**Work order**
From the data that follows, print exactly the lines starting at the one containing "translate:0 -50%; text-align:left" and ending at the one containing "position:absolute; left:2327px; top:30px;"; include both of them and nothing more.

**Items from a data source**
= = =

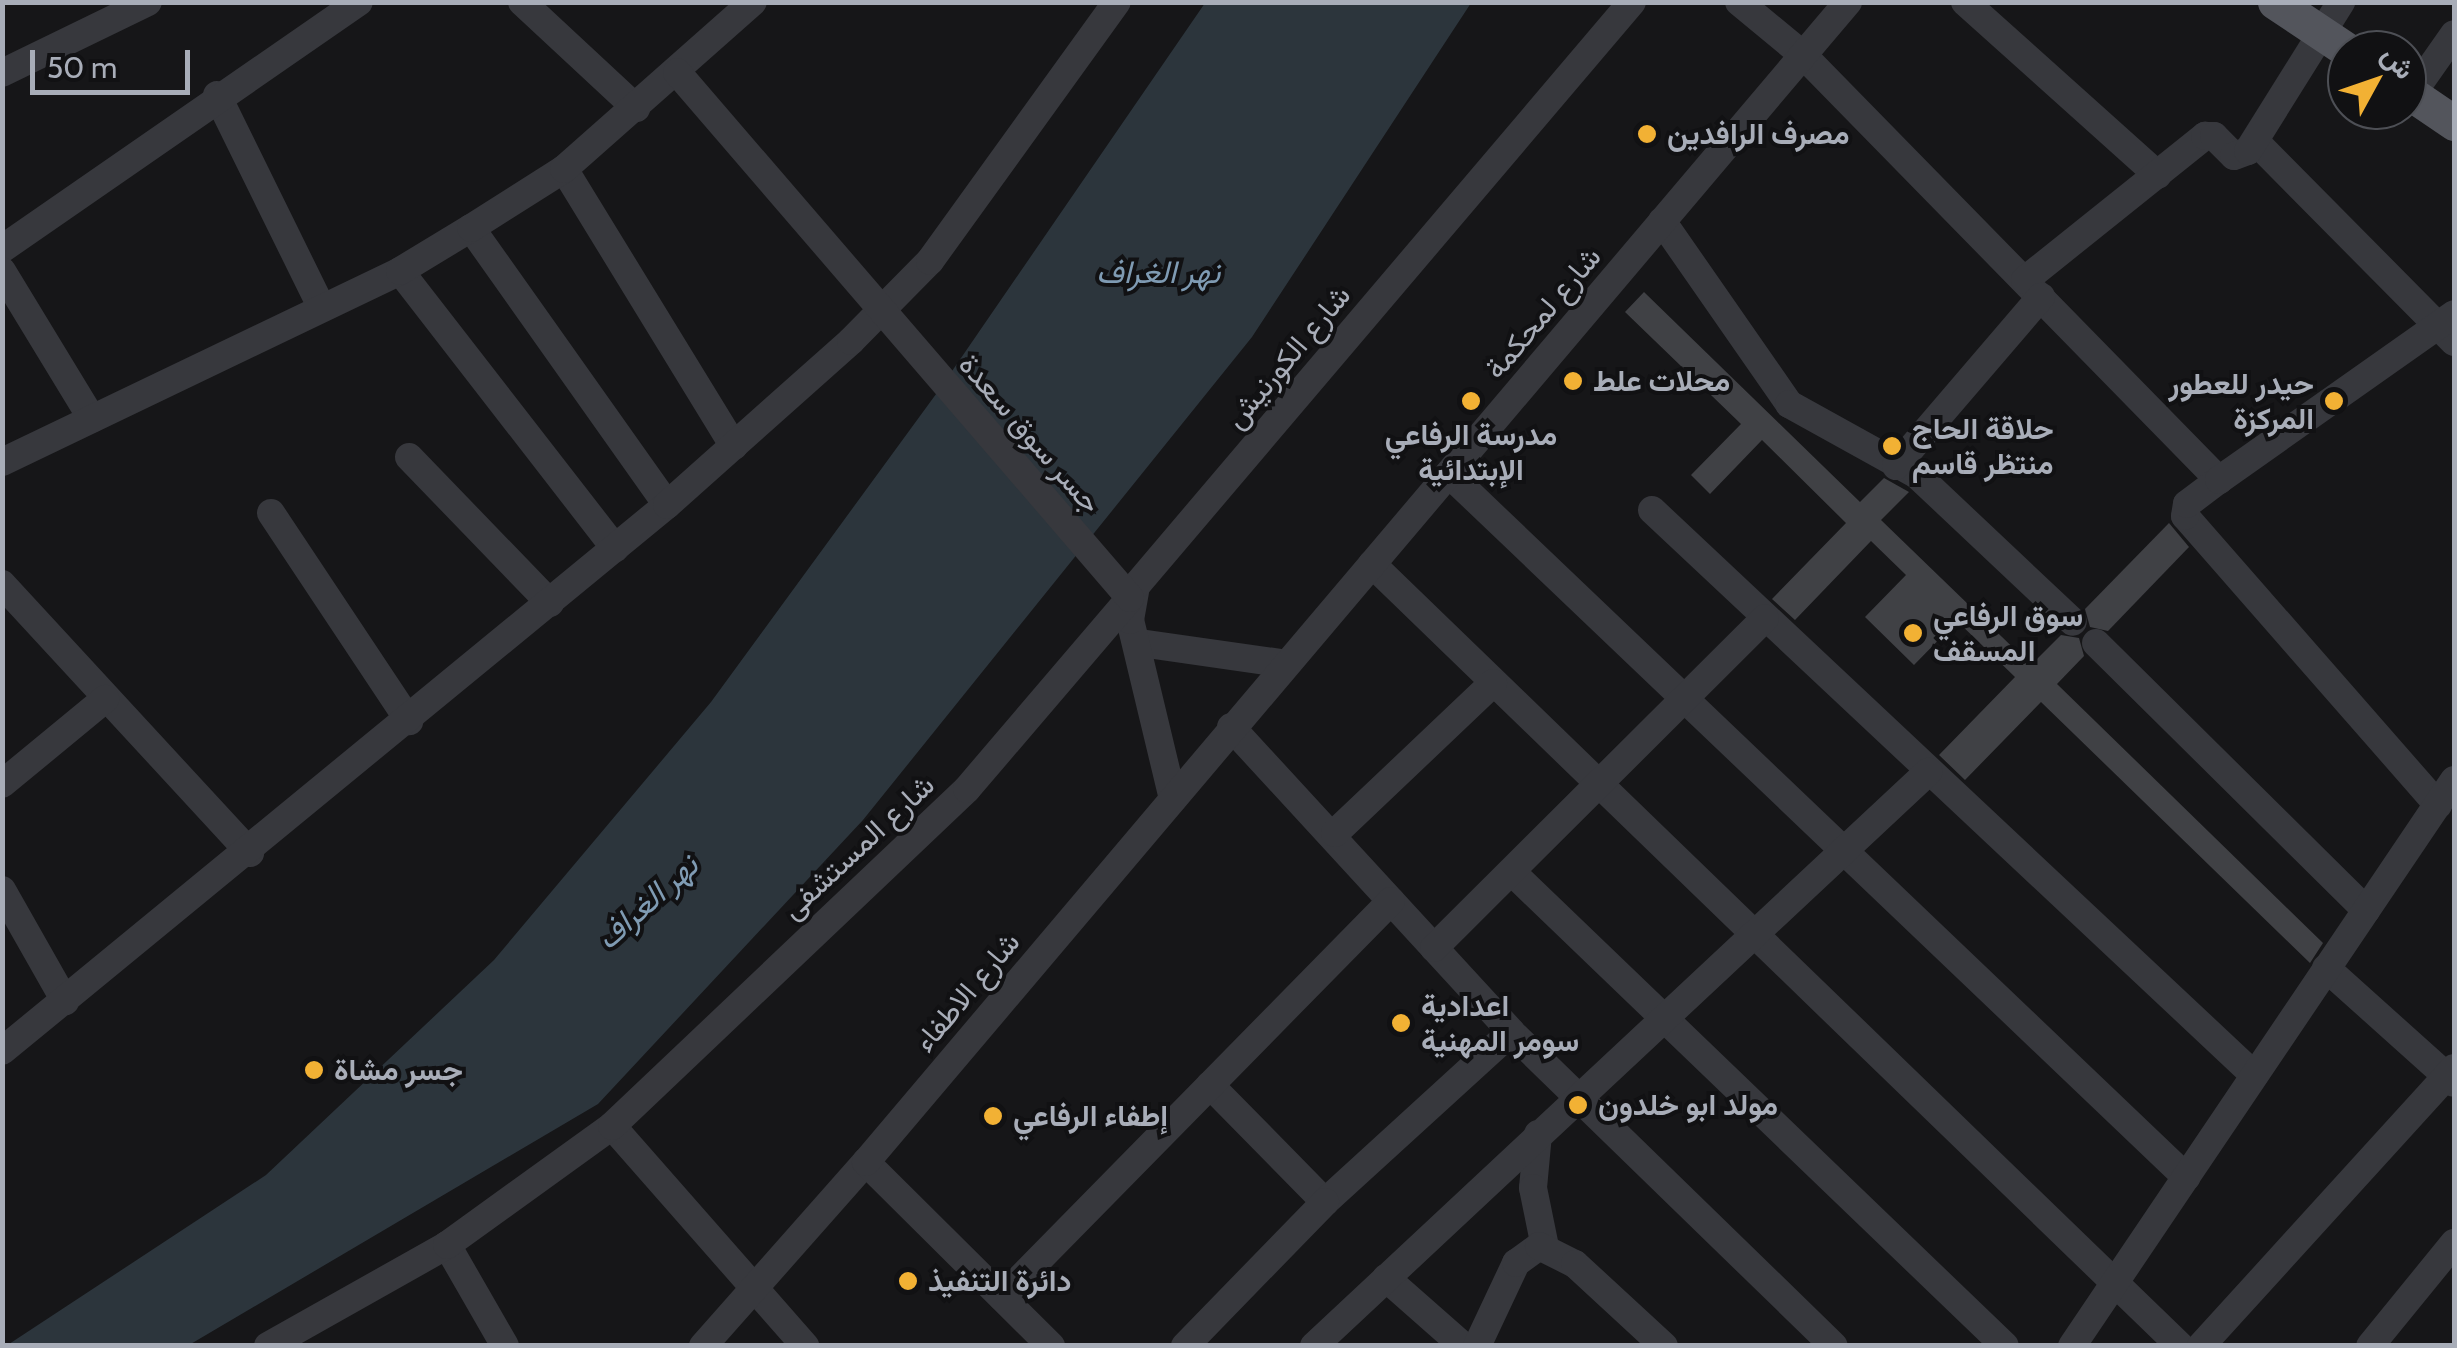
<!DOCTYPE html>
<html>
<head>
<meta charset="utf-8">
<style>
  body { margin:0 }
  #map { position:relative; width:2457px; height:1348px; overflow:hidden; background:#161618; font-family:Cabin,Vazirmatn,sans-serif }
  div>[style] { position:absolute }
  .water>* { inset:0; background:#2c353c }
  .building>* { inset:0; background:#404145 }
  .minor>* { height:28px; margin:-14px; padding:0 14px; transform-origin:14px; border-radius:14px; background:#37383d }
  .major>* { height:35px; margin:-17.5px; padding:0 17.5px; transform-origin:17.5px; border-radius:17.5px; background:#53555c }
  .dots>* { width:28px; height:28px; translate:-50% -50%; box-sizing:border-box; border:5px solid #111113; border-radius:50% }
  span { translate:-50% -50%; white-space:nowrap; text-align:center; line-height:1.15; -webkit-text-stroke:8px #111113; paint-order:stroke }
  .poi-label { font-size:30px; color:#a8adb8; font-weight:700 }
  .left { translate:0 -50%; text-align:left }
  .right { translate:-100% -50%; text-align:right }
  .street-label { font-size:30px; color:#a8adb8 }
  .water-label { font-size:32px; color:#7f9bb3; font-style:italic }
  .frame { position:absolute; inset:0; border:5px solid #a8adb8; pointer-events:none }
  .north { position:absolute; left:2327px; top:30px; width:100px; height:100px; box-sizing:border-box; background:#111113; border:2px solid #4d4f55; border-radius:50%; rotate:50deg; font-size:28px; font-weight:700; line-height:40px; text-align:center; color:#a8adb8 }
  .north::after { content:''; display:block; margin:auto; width:35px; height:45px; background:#f2b134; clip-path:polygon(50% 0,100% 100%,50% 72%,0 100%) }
  .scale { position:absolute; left:30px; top:50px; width:160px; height:45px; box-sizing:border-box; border:5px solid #a8adb8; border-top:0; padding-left:12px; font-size:30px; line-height:35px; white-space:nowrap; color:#a8adb8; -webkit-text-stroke:8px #111113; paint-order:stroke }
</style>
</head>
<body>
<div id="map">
  <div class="water">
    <i style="clip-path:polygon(1205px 3px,1471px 3px,1252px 337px,863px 820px,598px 1104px,189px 1345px,6px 1346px,266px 1175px,494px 960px,711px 702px,939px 390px)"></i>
  </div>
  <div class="building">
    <i style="clip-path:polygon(1644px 292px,1860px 502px,1884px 478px,1909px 492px,1881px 520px,2031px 665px,2061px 635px,2079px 638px,2084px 656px,2057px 684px,2323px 943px,2310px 963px,2041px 702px,1965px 780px,1939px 755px,2015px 677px,1957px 621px,1914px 665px,1865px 617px,1906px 575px,1871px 541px,1795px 620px,1772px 599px,1846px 523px,1762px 440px,1710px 494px,1691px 475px,1741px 424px,1625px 312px)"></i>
    <i style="clip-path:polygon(2169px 523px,2189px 547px,2108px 631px,2090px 627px,2085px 609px)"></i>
  </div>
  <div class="minor">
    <i style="left:522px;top:2px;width:156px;rotate:42.9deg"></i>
    <i style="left:1739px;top:2px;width:83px;rotate:39.6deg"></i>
    <i style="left:1803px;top:55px;width:595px;rotate:45.61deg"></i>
    <i style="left:1965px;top:2px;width:259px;rotate:41.9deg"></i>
    <i style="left:2px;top:73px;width:162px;rotate:-25.9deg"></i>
    <i style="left:2412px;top:94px;width:73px;rotate:-55deg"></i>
    <i style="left:217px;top:95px;width:237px;rotate:63.8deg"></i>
    <i style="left:2257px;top:143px;width:280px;rotate:45.3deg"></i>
    <i style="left:564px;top:169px;width:325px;rotate:58.5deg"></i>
    <i style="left:1662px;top:221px;width:223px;rotate:55.2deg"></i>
    <i style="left:1789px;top:404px;width:146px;rotate:29deg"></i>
    <i style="left:1917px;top:475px;width:214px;rotate:43.3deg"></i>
    <i style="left:471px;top:228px;width:339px;rotate:54.7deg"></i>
    <i style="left:2px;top:249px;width:434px;rotate:-34.7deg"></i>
    <i style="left:2px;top:271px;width:173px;rotate:58.7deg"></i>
    <i style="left:400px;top:271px;width:351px;rotate:52.2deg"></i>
    <i style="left:2025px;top:280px;width:231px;rotate:-38.7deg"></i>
    <i style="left:2205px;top:136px;width:9px"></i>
    <i style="left:2214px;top:136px;width:28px;rotate:45deg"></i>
    <i style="left:2234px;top:156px;width:15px;rotate:-20deg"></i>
    <i style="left:2248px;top:151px;width:176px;rotate:-58deg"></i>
    <i style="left:409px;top:457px;width:203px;rotate:46deg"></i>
    <i style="left:2px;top:462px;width:441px;rotate:-25.6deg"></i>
    <i style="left:400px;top:271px;width:83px;rotate:-31.2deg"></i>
    <i style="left:471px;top:228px;width:110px;rotate:-32.4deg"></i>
    <i style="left:564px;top:169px;width:252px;rotate:-41.5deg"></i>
    <i style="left:1896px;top:466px;width:223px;rotate:-49.4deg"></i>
    <i style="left:1449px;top:474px;width:1019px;rotate:43.65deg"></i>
    <i style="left:1652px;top:510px;width:826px;rotate:43.18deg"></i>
    <i style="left:271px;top:513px;width:250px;rotate:56.4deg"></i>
    <i style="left:1372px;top:564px;width:1124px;rotate:44.06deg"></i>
    <i style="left:2px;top:584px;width:366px;rotate:47.3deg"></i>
    <i style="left:1140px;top:643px;width:148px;rotate:8.1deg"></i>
    <i style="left:2096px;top:643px;width:380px;rotate:44.7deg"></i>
    <i style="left:1231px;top:727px;width:414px;rotate:47.4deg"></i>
    <i style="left:1511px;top:1032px;width:450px;rotate:44.2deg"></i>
    <i style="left:2px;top:784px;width:134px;rotate:-39.5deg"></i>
    <i style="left:1173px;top:799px;width:184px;rotate:-103.5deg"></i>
    <i style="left:1130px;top:620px;width:35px;rotate:-80deg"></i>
    <i style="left:1136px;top:586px;width:766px;rotate:-49.66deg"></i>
    <i style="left:2438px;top:805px;width:384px;rotate:-131.2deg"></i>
    <i style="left:2185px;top:516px;width:12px;rotate:-81deg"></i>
    <i style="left:2187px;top:504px;width:40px;rotate:-37deg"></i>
    <i style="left:2219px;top:480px;width:288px;rotate:-35.2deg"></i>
    <i style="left:1335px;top:833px;width:218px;rotate:-43.5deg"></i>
    <i style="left:1513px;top:873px;width:682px;rotate:43.87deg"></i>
    <i style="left:2px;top:890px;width:128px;rotate:60.4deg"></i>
    <i style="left:1434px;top:948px;width:467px;rotate:-44.9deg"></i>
    <i style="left:2326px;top:968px;width:172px;rotate:41.9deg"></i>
    <i style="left:2px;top:1051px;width:860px;rotate:-39.39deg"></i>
    <i style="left:667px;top:505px;width:246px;rotate:-41.7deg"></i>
    <i style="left:851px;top:341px;width:112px;rotate:-45.4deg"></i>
    <i style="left:930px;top:261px;width:319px;rotate:-54.2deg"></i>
    <i style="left:1210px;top:1085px;width:164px;rotate:45.5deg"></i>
    <i style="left:1325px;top:1202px;width:252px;rotate:-42.4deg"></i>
    <i style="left:612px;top:1126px;width:293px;rotate:48.7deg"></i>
    <i style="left:1538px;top:1134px;width:54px;rotate:95.3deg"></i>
    <i style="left:1533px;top:1188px;width:60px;rotate:78.5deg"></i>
    <i style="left:447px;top:1245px;width:116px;rotate:60.1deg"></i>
    <i style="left:1386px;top:1278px;width:103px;rotate:41.4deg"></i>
    <i style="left:1002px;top:1297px;width:555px;rotate:-45.51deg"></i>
    <i style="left:268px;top:1346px;width:206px;rotate:-29.4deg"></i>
    <i style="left:447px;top:1245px;width:203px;rotate:-35.8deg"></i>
    <i style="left:612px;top:1126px;width:489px;rotate:-43.5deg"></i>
    <i style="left:967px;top:789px;width:251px;rotate:-49.5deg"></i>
    <i style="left:1130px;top:598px;width:694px;rotate:-130.74deg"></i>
    <i style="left:703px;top:1346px;width:246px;rotate:-48.5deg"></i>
    <i style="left:1051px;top:1346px;width:261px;rotate:-135.2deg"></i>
    <i style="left:866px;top:1162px;width:1520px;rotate:-49.75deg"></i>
    <i style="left:1185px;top:1346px;width:201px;rotate:-45.8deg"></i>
    <i style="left:1314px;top:1346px;width:841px;rotate:-43.07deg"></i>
    <i style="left:1477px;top:1346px;width:92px;rotate:-64.8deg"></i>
    <i style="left:1516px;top:1263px;width:29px;rotate:-36deg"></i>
    <i style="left:1539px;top:1246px;width:40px;rotate:26.6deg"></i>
    <i style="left:1575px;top:1264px;width:121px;rotate:42.7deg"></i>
    <i style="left:2072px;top:1346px;width:683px;rotate:-55.98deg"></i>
    <i style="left:2201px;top:1346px;width:376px;rotate:-47.7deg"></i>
    <i style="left:2370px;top:1346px;width:133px;rotate:-50.8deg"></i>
  </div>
  <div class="major">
    <i style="left:2275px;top:2px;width:87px;rotate:33.7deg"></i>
    <i style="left:2407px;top:91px;width:57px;rotate:34.2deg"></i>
  </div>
  <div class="dots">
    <i style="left:1647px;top:134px;background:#f2b134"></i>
    <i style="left:1573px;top:381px;background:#f2b134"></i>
    <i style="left:1471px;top:401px;background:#f2b134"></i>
    <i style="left:2334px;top:401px;background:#f2b134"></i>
    <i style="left:1892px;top:446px;background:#f2b134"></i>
    <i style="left:1913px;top:633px;background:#f2b134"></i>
    <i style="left:1401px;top:1023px;background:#f2b134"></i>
    <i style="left:314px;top:1070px;background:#f2b134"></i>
    <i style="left:1578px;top:1105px;background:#f2b134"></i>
    <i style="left:993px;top:1116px;background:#f2b134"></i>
    <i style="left:908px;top:1281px;background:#f2b134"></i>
  </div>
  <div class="poi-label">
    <span class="left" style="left:1667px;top:134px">مصرف الرافدين</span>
    <span class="left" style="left:1593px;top:381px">محلات علط</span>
    <span class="right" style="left:2314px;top:401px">حيدر للعطور<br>المركزة</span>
    <span class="left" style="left:1912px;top:446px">حلاقة الحاج<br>منتظر قاسم</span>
    <span style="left:1471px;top:452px">مدرسة الرفاعي<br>الإبتدائية</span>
    <span class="left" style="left:1933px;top:633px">سوق الرفاعي<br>المسقف</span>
    <span class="left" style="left:1421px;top:1023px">اعدادية<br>سومر المهنية</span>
    <span class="left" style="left:334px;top:1070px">جسر مشاة</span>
    <span class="left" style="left:1598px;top:1105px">مولد ابو خلدون</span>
    <span class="left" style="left:1013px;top:1116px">إطفاء الرفاعي</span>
    <span class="left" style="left:928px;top:1281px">دائرة التنفيذ</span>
  </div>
  <div class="street-label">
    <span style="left:1543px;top:313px;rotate:-50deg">شارع لمحكمة</span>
    <span style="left:1288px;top:357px;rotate:-50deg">شارع الكورنيش</span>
    <span style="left:1030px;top:434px;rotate:49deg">جسر سوق سعدة</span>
    <span style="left:858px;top:847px;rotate:-43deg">شارع المستشفى</span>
    <span style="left:967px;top:992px;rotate:-50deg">شارع الاطفاء</span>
  </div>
  <div class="water-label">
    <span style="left:1158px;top:272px">نهر الغراف</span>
    <span style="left:647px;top:902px;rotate:-42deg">نهر الغراف</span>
  </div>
  <div class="frame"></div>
  <div class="north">ش</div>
  <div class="scale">50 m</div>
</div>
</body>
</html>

= = =

**Result**
  .left { translate:0 -50%; text-align:left }
  .right { translate:-100% -50%; text-align:right }
  .street-label { font-size:30px; color:#a8adb8 }
  .water-label { font-size:32px; color:#7f9bb3; font-style:italic }
  .frame { position:absolute; inset:0; border:5px solid #a8adb8; pointer-events:none }
  .north { position:absolute; left:2327px; top:30px; width:100px; height:100px; box-sizing:border-box; background:#111113; border:2px solid #4d4f55; border-radius:50%; rotate:50deg; font-size:28px; font-weight:700; line-height:40px; text-align:center; color:#a8adb8 }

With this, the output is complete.